Why Isn’t Quake Champions More Popular?
Id Software’s Quake revival is better than you think
I am going to preface this article by saying I never played the original Quake games. Perhaps this makes the least appropriate person to be commenting on the current state of Quake Champions. Yet, this distance hopefully enables me to cast a more critical eye on the franchise’s revival, especially how it fits into the current shooter scene.
Quake Champions revives the mostly-dormant arena shooter genre, one that’s been out of vogue now for around a decade. Replaced by popularity for military shooters like Call of Duty and Battlefield, the sudden revival of the Quake franchise last year probably surprised many, and had others scratching their heads.
Quake Champions is an arena hero shooter. It takes the tried and true format of its predecessors and melds it with the ever-present hero system present in games like Overwatch and MOBAs like DOTA 2 and League of Legends. Luckily, Quake Champions doesn’t force you to play a particular style based on what champion you select. The core gameplay is still fast, twitchy and kinetic. While, each champion does have a special ability that recharges in game, these abilities are far from overpowered (except for a few cases) and don’t feel out of place.
Perhaps it’s my lack of exposure to previous Quake titles, but when I launched into my first game online, the presence of the different heroes felt right at home to me. It didn’t feel derivative of games like Overwatch which can feel unbalanced and frustrating depending on the current state of the meta. Luckily, Quake Champions doesn’t really possess a meta. Each character’s ability feels properly balanced and implemented.
The different maps are small and enclosed, and foster a huge amount of verticality. So be warned: if you’re expecting to be good at this game straight away, you’re gonna be sorely disappointed. Movement and shooting are the two core mechanics at play, easy to perfect, incredibly hard to master. It’s really refreshing playing a game with the visceral action of Call of Duty with the longer time-to-kill that is reminiscent of the Halo franchise and other shooters.
At the core of why this game is so great is one simple fact: it’s fun. Even though I absolutely suck at it, flying around each map and launching countless rockets is gleeful. The way it stomps on you from day one only drives you to play just one more game, to get one more kill. Rage-quitting isn’t even an option because you respawn so quickly that you have to dive straight back into the action.
Yet, Quake Champions isn’t exactly thriving in the way that I think it should be. It’s currently in Early Access on Steam, and since July has averaged over 2,000 concurrent players daily. It may seem like a lot, but is minuscule when compared to PlayerUnknown’s Battlegrounds hitting a million concurrent players daily, with CS: GO and DOTA 2 not far behind. When you launch the game, it can sometimes take a few minutes to find a game, and this sometimes results in an unbalanced match, where one team simply dominates the other.

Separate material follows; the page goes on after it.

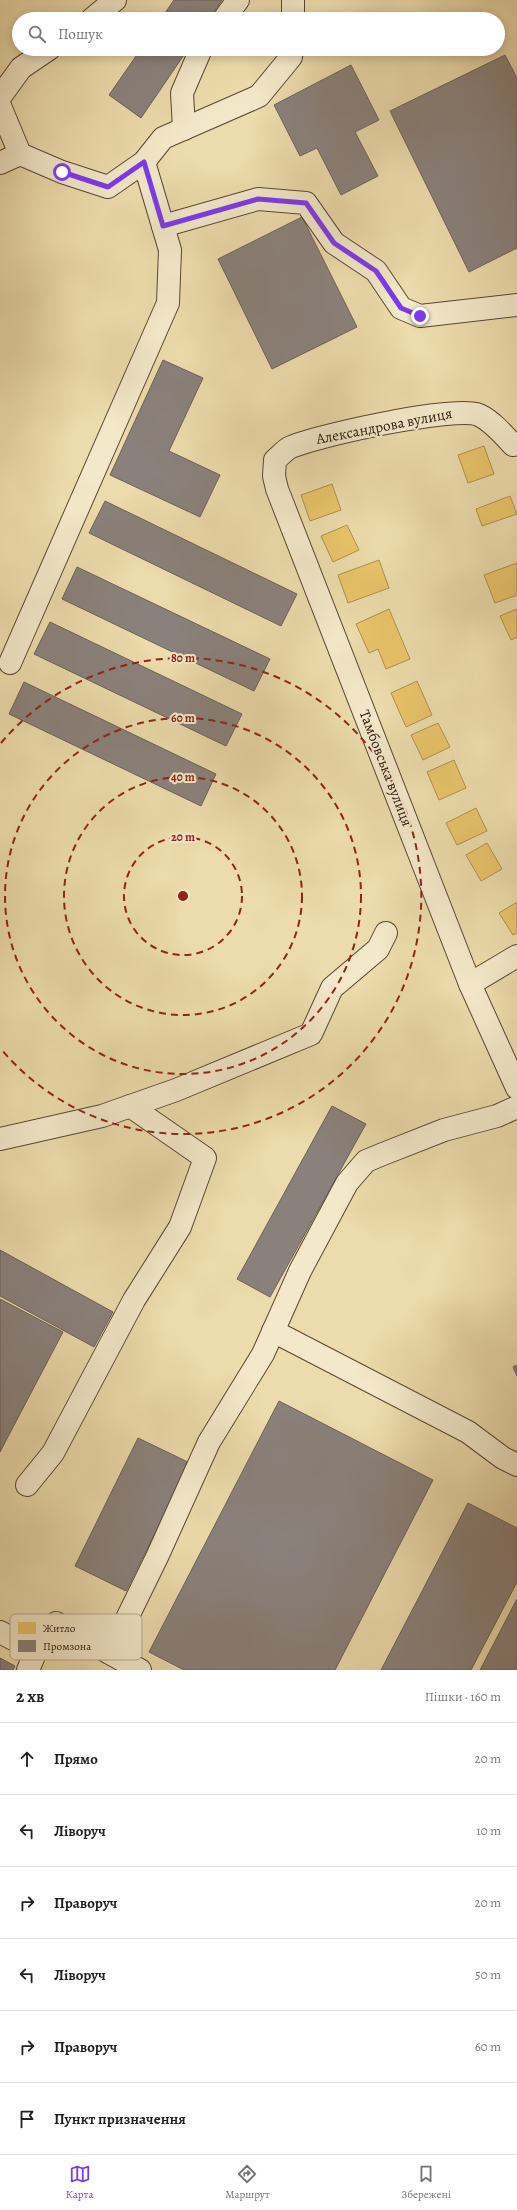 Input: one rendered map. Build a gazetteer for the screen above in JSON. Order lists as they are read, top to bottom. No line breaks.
{"streets":{"street":["Александрова вулиця","Тамбовська вулиця"]},"crossings":[["Александрова вулиця","Тамбовська вулиця"]],"legend":["Житло","Промзона"],"page":{"search":"Пошук","heading":["2 хв","Пішки · 160 m"],"list":[["Прямо","20 m"],["Ліворуч","10 m"],["Праворуч","20 m"],["Ліворуч","50 m"],["Праворуч","60 m"],"Пункт призначення"],"nav":["Карта","Маршрут","Збережені"]},"rings":["80 m","60 m","40 m","20 m"]}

A lot of the problem starts with learning curve. Quake Champions can be brutal early on. Many players might not be old enough (like me) to have really experienced the previous iterations of arena shooters. Nuanced movements like strafing and bunny hopping might also be hard to wrap your head around, only compounded by the various jump pads and teleporters that are in each map. Another problem is Quake Champions’ confusing price point. It was initially $30 USD on Steam, but has since gone free-to-play. However, those who buy the $30 edition unlock all the champions.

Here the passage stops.